Sleepers (1996)

Four friends growing up in New York in the 1960s end up in a youth detention centre, where they are brutalised by the staff. We then meet them again, 13 years later, in 1981, and find out how those harrowing experiences have defined every aspect of their adult lives. 

The first half is compelling. Director Barry Levinson brilliantly sets the scene and evokes both time and place perfectly. But in the second half, the film seems to lose its way. A lengthy courtroom segment takes the focus away from the themes of friendship and community that initially made the film so watchable. And something about that plot – the convoluted account of a faked legal hearing – just doesn’t ring true. 

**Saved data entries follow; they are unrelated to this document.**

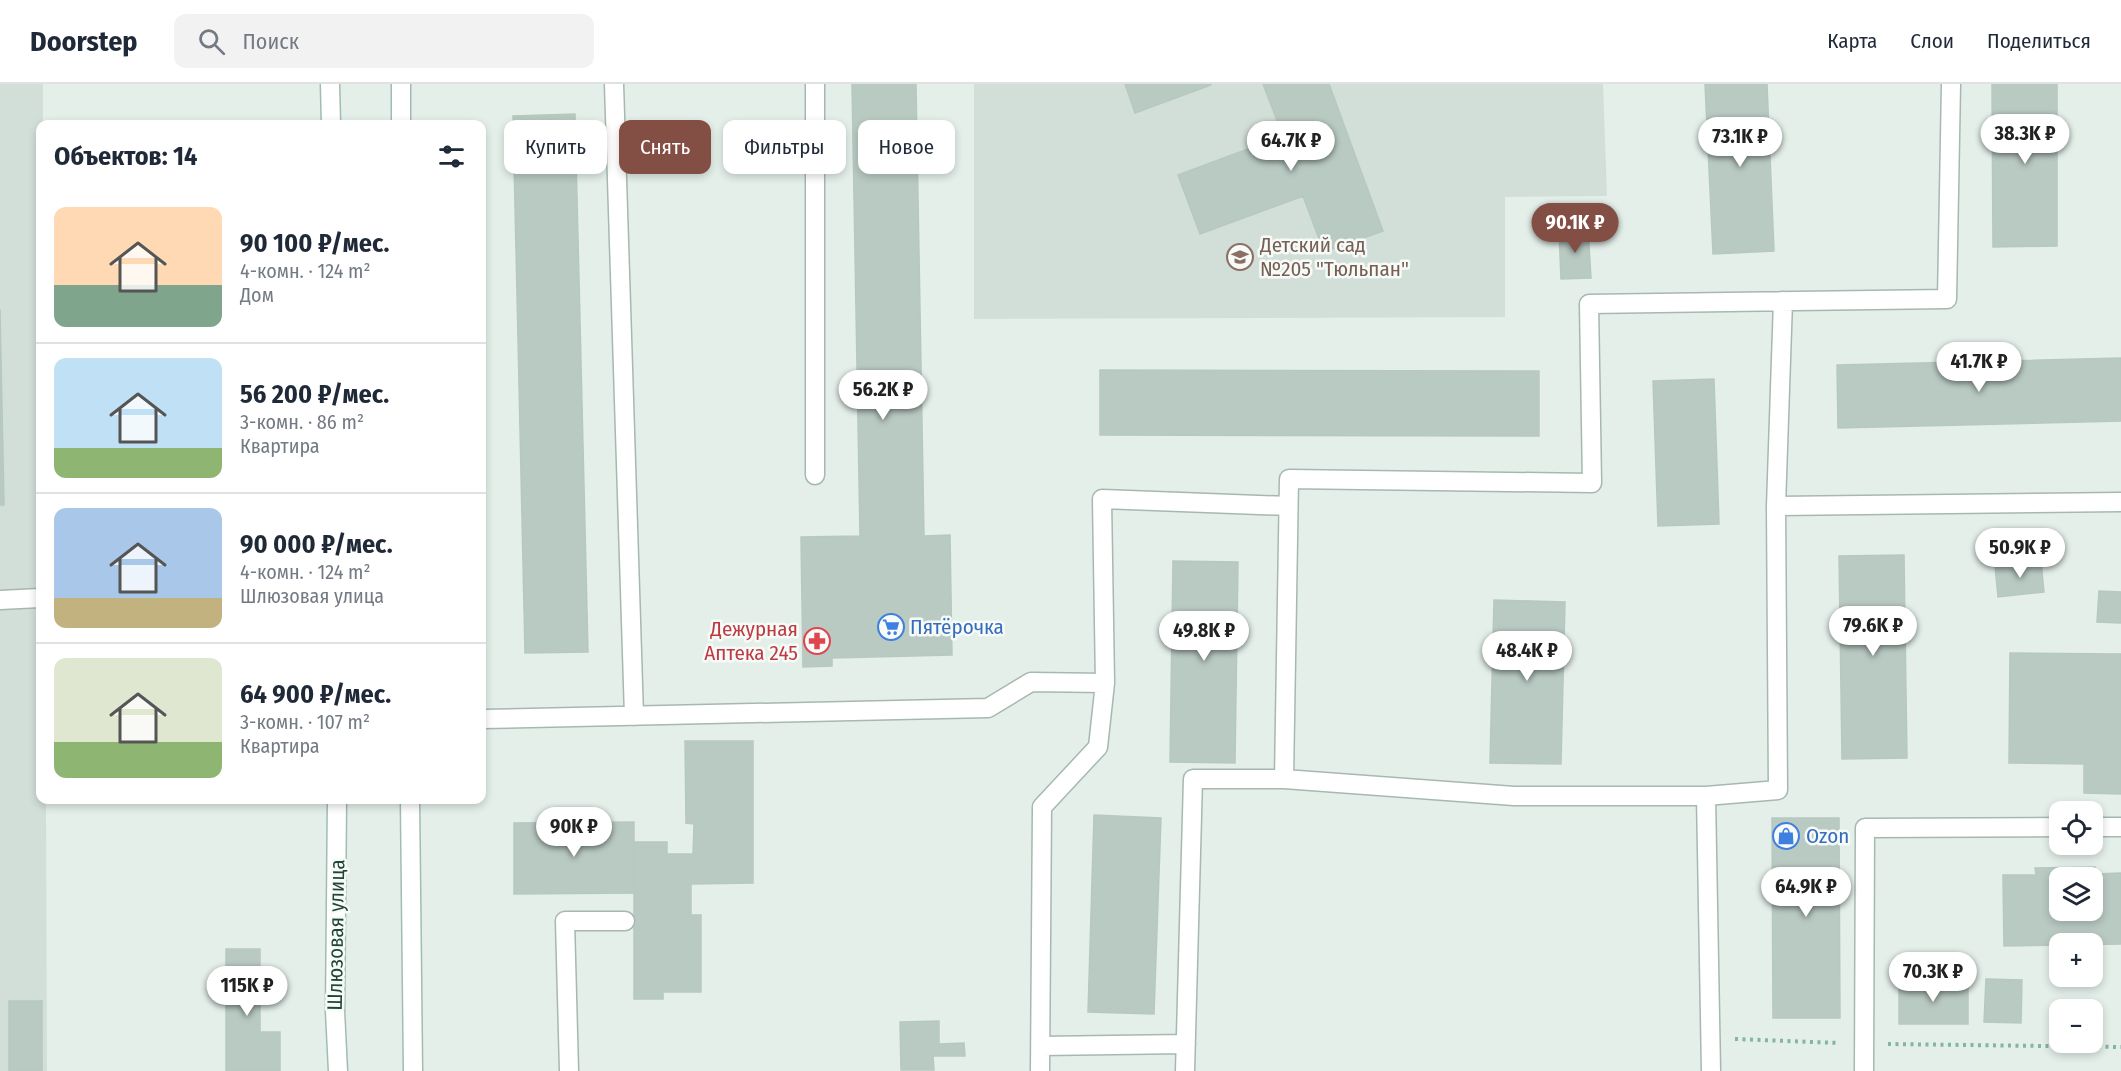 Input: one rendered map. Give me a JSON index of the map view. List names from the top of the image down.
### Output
{
  "streets": {
    "main road": ["Шлюзовая улица"]
  },
  "places": {
    "school or university": ["Детский сад №205 \"Тюльпан\""],
    "supermarket": ["Пятёрочка"],
    "pharmacy": ["Дежурная Аптека 245"],
    "shop": ["Ozon"]
  },
  "page": {
    "header": "Doorstep",
    "search": "Поиск",
    "nav": ["Карта", "Слои", "Поделиться"],
    "price": [
      "38.3K ₽",
      "73.1K ₽",
      "64.7K ₽",
      "90.1K ₽",
      "41.7K ₽",
      "56.2K ₽",
      "50.9K ₽",
      "79.6K ₽",
      "49.8K ₽",
      "48.4K ₽",
      "90K ₽",
      "64.9K ₽",
      "70.3K ₽",
      "115K ₽"
    ],
    "chip": [
      "Купить",
      "Снять",
      "Фильтры",
      "Новое"
    ],
    "heading": "Объектов: 14",
    "list": [
      {
        "name": "90 100 ₽/мес.",
        "note": "4-комн. · 124 m² · Дом"
      },
      {
        "name": "56 200 ₽/мес.",
        "note": "3-комн. · 86 m² · Квартира"
      },
      {
        "name": "90 000 ₽/мес.",
        "note": "4-комн. · 124 m² · Шлюзовая улица"
      },
      {
        "name": "64 900 ₽/мес.",
        "note": "3-комн. · 107 m² · Квартира"
      }
    ],
    "map_buttons": ["+", "−"]
  }
} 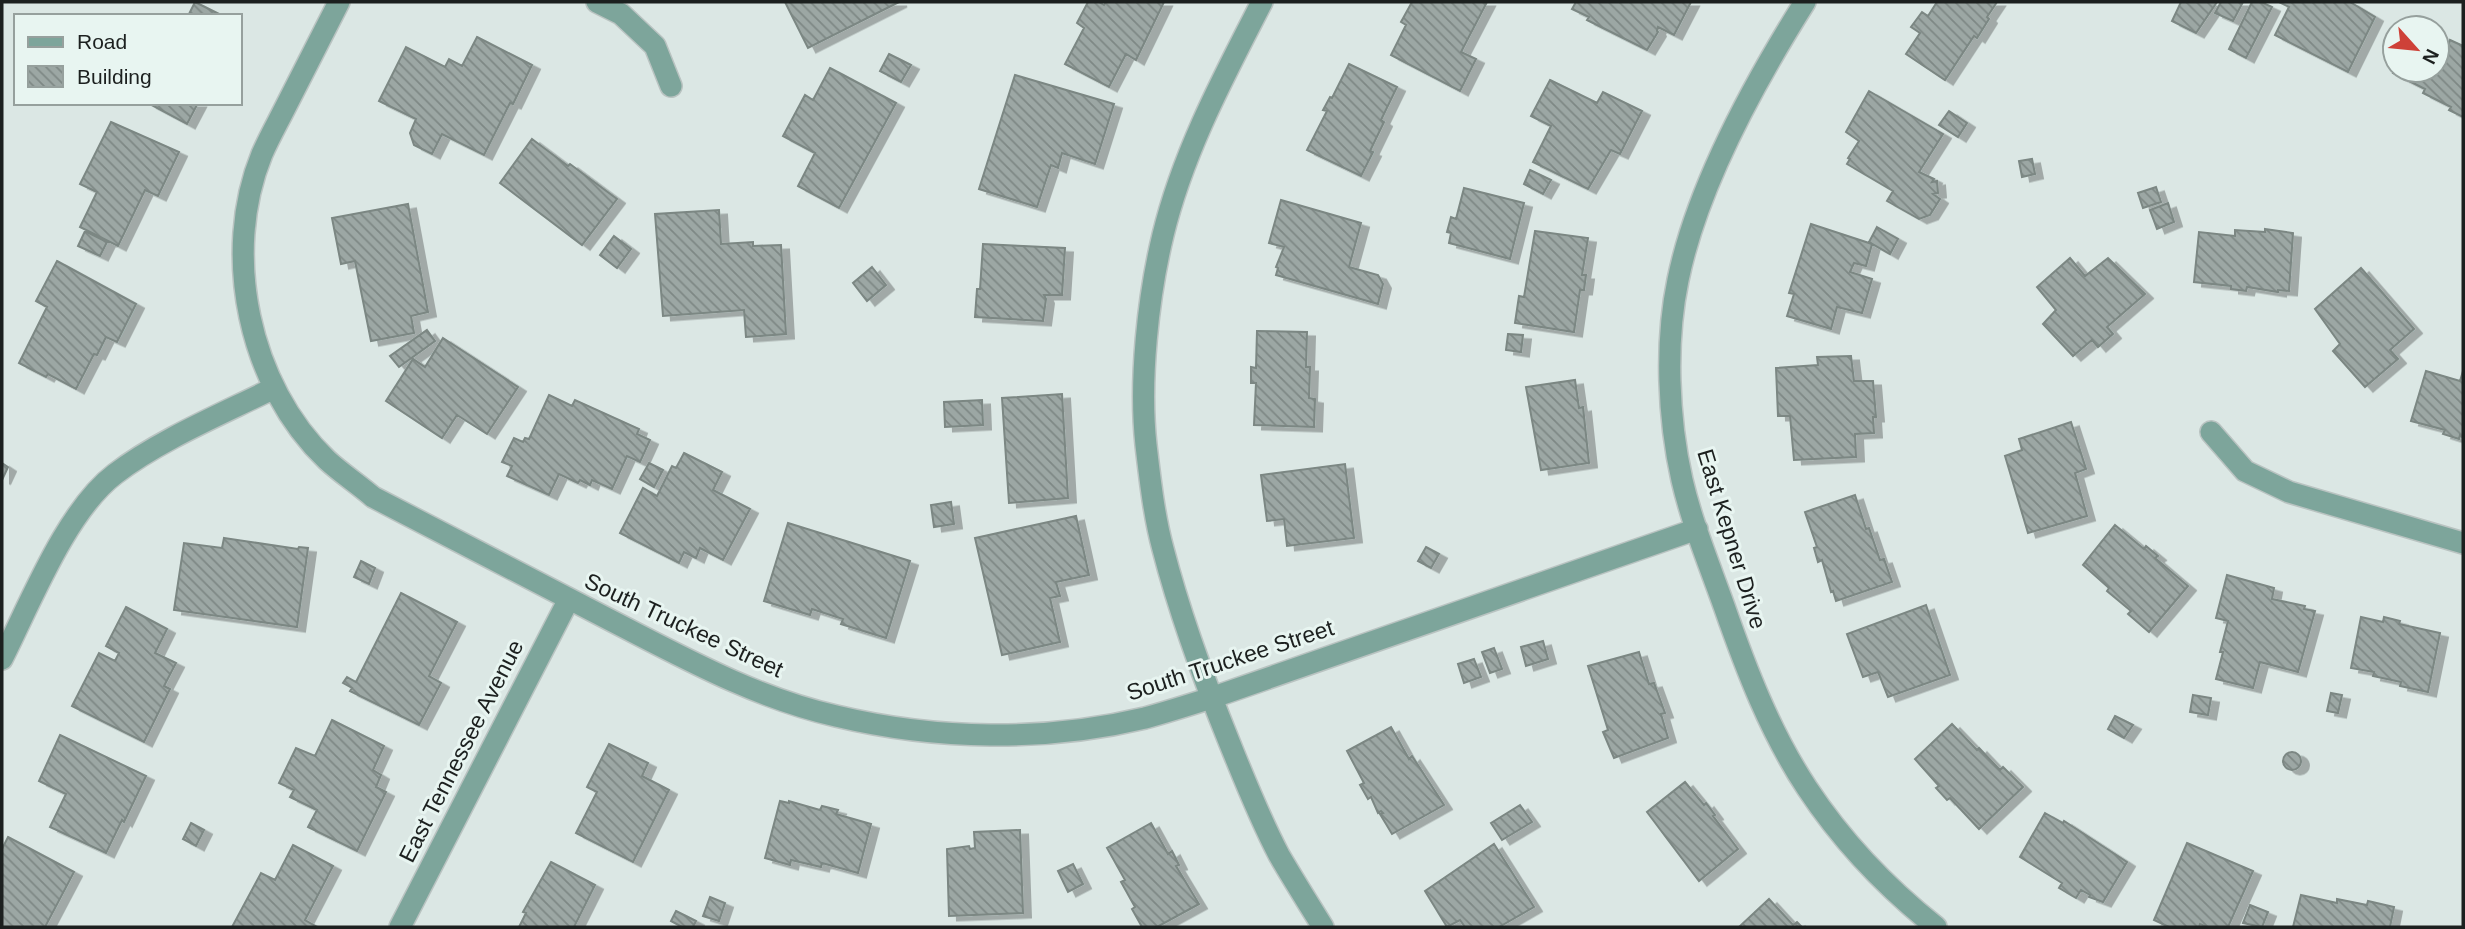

The cast is excellent, with memorable performances by Robert De Niro (reliably brilliant as a priest who befriends the boys), Minnie Driver (who falls in love with three of them), Dustin Hoffman (an alcoholic lawyer) and Kevin Bacon (one of the abusive staff at the Wilkinson Home for Boys). Brad Pitt is less convincing as the grown-up version of Michael Sullivan. 

There’s overbearing music by John Williams

The film is often disturbing, as you’d imagine from the subject matter – and all the more so because the 1995 novel it’s drawn from (by Lorenzo Carcaterra) is semi-autobiographical. It makes some profound points about how cruelty shapes and damages us, but somehow it still misses the mark.